We are here now.
Inside the “GO ZONE” as I like to call it.
Past the 37 week mark and waiting, waiting, waiting for labor to start.
My due date is March 20th, but since our precious boy Ezra made his arrive a few days early, we are on pins and needles anticipating the arrival of our sweet girl. My body is preparing. Each day I feel the anticipating in my muscles and bones. My energy is sloping off with the added weight. And my mind has been swirling for the last week.
Are we ready for this?
I can’t believe we are about to have another baby.
I wonder when it’s going to happen.
Michael and I were talking about it last night. It feels like getting to do this newborn stage over again is like getting to go back to high school. We know what’s important this time. We know how to enjoy it this time. As always in life, perspective provides the exact clarity necessary. I will be much more intentional this time about not stressing the small stuff. I won’t try to jump into a brand new routine the day after arriving home from the hospital. I won’t try to force her onto a rigid schedule. I won’t fret when she cat naps and cluster feeds. Things will be “wait-and-see” for a while and I’m okay with that now.
I know how difficult recovery can be. I know how the first two weeks are really the best because sleep deprivation hasn’t had a chance to settle in.

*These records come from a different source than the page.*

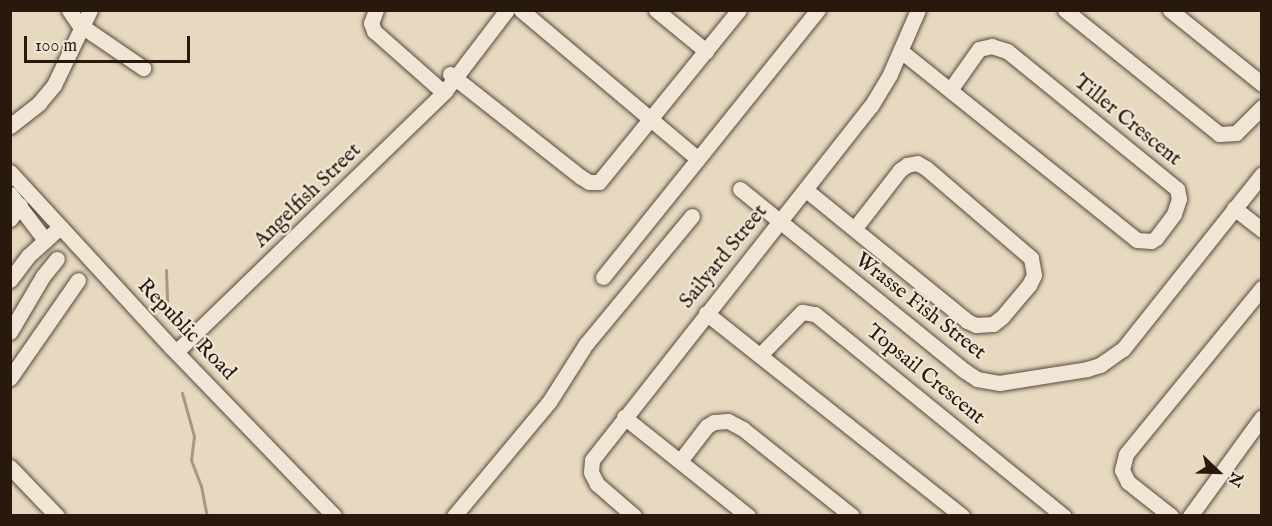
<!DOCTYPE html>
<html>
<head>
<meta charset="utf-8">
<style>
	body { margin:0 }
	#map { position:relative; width:1272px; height:526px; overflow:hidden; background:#e6d9c0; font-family:"IM FELL English",serif }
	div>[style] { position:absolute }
	.stream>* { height:3px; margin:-1.5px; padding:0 1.5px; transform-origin:1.5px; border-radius:1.5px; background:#a69883 }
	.roads { filter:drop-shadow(0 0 2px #58493a) drop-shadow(0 0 2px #58493a) }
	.minor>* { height:15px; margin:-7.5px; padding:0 7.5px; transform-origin:7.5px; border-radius:7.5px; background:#efe6d6 }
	span { translate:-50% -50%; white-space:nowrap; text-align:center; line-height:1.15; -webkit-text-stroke:4.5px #efe6d6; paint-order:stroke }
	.street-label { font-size:21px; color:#29190d }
	.frame { position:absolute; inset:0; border:12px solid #29190d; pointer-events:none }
	.north { position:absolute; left:1188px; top:442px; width:60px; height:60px; -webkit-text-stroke:4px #efe6d6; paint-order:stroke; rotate:113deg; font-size:16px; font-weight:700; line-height:24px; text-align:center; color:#29190d }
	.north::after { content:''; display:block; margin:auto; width:21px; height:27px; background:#29190d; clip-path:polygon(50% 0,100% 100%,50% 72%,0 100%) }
	.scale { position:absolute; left:24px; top:36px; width:166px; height:27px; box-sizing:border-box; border:3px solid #29190d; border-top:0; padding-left:8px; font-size:18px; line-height:21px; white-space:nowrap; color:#29190d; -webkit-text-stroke:4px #efe6d6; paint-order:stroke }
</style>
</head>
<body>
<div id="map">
	<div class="stream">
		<div style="left:166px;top:270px;width:31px;rotate:88deg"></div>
		<div style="left:182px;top:393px;width:45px;rotate:74.4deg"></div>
		<div style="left:194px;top:436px;width:24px;rotate:97deg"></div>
		<div style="left:191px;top:460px;width:28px;rotate:69deg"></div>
		<div style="left:201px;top:486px;width:31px;rotate:79deg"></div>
	</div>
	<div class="roads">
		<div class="minor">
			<div style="left:69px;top:10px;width:23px;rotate:56deg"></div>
			<div style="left:376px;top:10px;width:14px;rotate:111deg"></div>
			<div style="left:371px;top:23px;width:9px;rotate:69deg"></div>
			<div style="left:374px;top:31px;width:92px;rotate:41.5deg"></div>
			<div style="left:521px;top:10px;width:231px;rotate:40.1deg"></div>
			<div style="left:656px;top:10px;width:65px;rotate:39.4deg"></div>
			<div style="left:1065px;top:10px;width:198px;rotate:38.8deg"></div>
			<div style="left:1219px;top:134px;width:17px;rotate:-3deg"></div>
			<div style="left:1236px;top:133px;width:37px;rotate:-45deg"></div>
			<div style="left:1170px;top:10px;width:118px;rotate:38.8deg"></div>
			<div style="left:83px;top:27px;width:73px;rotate:34.3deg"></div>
			<div style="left:901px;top:51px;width:302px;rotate:38.7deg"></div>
			<div style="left:1137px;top:240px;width:14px;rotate:4deg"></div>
			<div style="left:1151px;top:241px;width:6px;rotate:-31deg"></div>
			<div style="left:1156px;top:238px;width:30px;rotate:-53deg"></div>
			<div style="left:1174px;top:214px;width:16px;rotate:-72deg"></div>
			<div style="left:1179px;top:199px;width:10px;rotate:-101deg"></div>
			<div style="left:1177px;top:189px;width:219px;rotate:-140.9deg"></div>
			<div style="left:1007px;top:51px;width:16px;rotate:-162deg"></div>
			<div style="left:992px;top:46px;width:13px;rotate:167deg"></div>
			<div style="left:979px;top:49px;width:50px;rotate:125.3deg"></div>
			<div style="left:450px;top:74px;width:167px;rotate:38.2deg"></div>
			<div style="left:581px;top:177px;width:9px;rotate:32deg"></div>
			<div style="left:589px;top:182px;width:10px"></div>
			<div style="left:599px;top:182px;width:222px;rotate:-50.9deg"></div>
			<div style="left:10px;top:126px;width:37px;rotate:-38deg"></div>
			<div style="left:39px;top:103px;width:23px;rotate:-50deg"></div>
			<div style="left:54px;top:85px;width:83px;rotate:-64.4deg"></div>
			<div style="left:10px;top:172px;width:239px;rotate:47.4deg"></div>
			<div style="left:172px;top:348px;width:233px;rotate:46deg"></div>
			<div style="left:740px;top:189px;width:289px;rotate:39deg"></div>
			<div style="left:965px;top:371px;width:14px;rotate:34deg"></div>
			<div style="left:977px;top:379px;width:22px;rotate:10deg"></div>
			<div style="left:999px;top:383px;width:89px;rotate:-9deg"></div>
			<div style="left:1087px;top:369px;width:14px;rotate:-17deg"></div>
			<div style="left:1100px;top:365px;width:28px;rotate:-35deg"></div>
			<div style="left:1123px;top:349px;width:223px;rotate:-51.5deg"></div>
			<div style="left:806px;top:190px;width:208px;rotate:39.1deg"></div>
			<div style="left:967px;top:321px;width:10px;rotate:24deg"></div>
			<div style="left:976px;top:325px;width:17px;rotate:-3deg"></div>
			<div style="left:993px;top:324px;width:11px;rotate:-38deg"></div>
			<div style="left:1002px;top:317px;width:42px;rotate:-49.8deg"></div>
			<div style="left:1029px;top:285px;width:11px;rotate:-63deg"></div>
			<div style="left:1034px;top:275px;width:17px;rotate:-100deg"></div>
			<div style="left:1031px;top:258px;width:138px;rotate:-139.4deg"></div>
			<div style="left:926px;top:168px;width:10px;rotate:-151deg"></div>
			<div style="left:917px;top:163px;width:10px;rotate:169deg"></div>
			<div style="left:907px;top:165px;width:9px;rotate:144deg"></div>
			<div style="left:900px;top:170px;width:73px;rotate:127.8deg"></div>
			<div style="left:10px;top:194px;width:58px;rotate:52.7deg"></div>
			<div style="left:1234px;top:208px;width:36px;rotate:38deg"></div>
			<div style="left:10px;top:219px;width:17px;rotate:-54deg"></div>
			<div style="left:603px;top:277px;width:343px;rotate:-51.2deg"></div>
			<div style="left:10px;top:280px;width:30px;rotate:-53deg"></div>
			<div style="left:28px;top:256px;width:43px;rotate:-42.2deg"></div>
			<div style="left:706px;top:313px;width:327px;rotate:38.4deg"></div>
			<div style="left:10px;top:332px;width:65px;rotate:-59.5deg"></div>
			<div style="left:43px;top:276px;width:22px;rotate:-51deg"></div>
			<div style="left:176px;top:352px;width:375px;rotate:-44.1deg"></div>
			<div style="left:445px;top:91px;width:102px;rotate:-52.6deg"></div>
			<div style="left:761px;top:354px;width:59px;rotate:-45.7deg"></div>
			<div style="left:802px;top:312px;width:13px;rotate:9deg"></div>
			<div style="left:815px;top:314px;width:321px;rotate:39.1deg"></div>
			<div style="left:10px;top:378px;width:119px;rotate:-55.2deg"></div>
			<div style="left:624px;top:417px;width:159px;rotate:38.6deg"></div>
			<div style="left:680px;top:461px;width:44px;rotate:-52.4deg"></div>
			<div style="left:707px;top:426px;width:8px;rotate:-30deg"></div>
			<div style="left:714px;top:422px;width:14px;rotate:-4deg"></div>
			<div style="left:728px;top:421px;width:17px;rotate:28deg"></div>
			<div style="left:743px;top:429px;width:139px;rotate:38.6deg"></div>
			<div style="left:10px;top:467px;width:68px;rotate:46.2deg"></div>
			<div style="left:454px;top:516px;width:148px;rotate:-50.2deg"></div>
			<div style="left:549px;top:402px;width:69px;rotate:-57.5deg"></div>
			<div style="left:586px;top:344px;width:166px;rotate:-50.4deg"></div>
			<div style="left:634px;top:516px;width:49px;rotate:-139.1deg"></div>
			<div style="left:597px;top:484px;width:13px;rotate:-117deg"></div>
			<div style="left:591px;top:472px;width:12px;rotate:-85deg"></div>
			<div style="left:592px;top:460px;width:451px;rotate:-51.8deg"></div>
			<div style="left:871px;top:106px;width:37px;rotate:-59deg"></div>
			<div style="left:890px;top:74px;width:70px;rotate:-66.4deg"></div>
			<div style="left:1171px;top:516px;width:55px;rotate:-141.7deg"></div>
			<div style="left:1128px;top:482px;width:13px;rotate:-117deg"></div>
			<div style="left:1122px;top:470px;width:16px;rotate:-76deg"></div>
			<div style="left:1126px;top:454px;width:215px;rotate:-50.7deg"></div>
			<div style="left:1190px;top:516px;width:122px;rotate:-54deg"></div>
		</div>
	</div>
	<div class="street-label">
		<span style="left:1127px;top:121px;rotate:39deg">Tiller Crescent</span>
		<span style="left:308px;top:196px;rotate:-44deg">Angelfish Street</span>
		<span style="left:724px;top:257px;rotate:-51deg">Sailyard Street</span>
		<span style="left:920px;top:307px;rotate:38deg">Wrasse Fish Street</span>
		<span style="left:186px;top:330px;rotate:46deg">Republic Road</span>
		<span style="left:925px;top:375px;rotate:39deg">Topsail Crescent</span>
	</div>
	<div class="frame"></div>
	<div class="north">N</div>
	<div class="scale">100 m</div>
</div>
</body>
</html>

I know how amazing that first smile is at 6 weeks. I know how draining breastfeeding is and what a pain it is to pump.
I also know where to turn for help when I need it. I’ve learned that my limits are way higher and wider than I originally thought.
I know very little about parenting and motherhood, but I know some things. And I’ve decided I’m not going to be fearful about the things I don’t know.
I’m going to try keep the blog updated as we move through these next couple of weeks. I think this is the most exciting time in a couple’s life–awaiting the miracle that is about to happen. I’ve written it and said it before, but that moment of birth is a peeling back of the layer that separates the natural and the supernatural. It’s a lifting of the veil. And I’m just so ready to witness it again.
The next few days will comprise the story I tell over and over again. The one I relive as an old woman and I’m reminiscing about the good old days. I’ll tell my daughter’s daughter as she waits the arrival of her own baby–about the events leading up to her mother’s birth. I’ll tell her what we ate for dinner and when the contractions first started and what the doctor said the moment she was born. I’ll tell her how we cried and what happened when her brother held her for the first time.
I’m living the story today and soaking up every moment.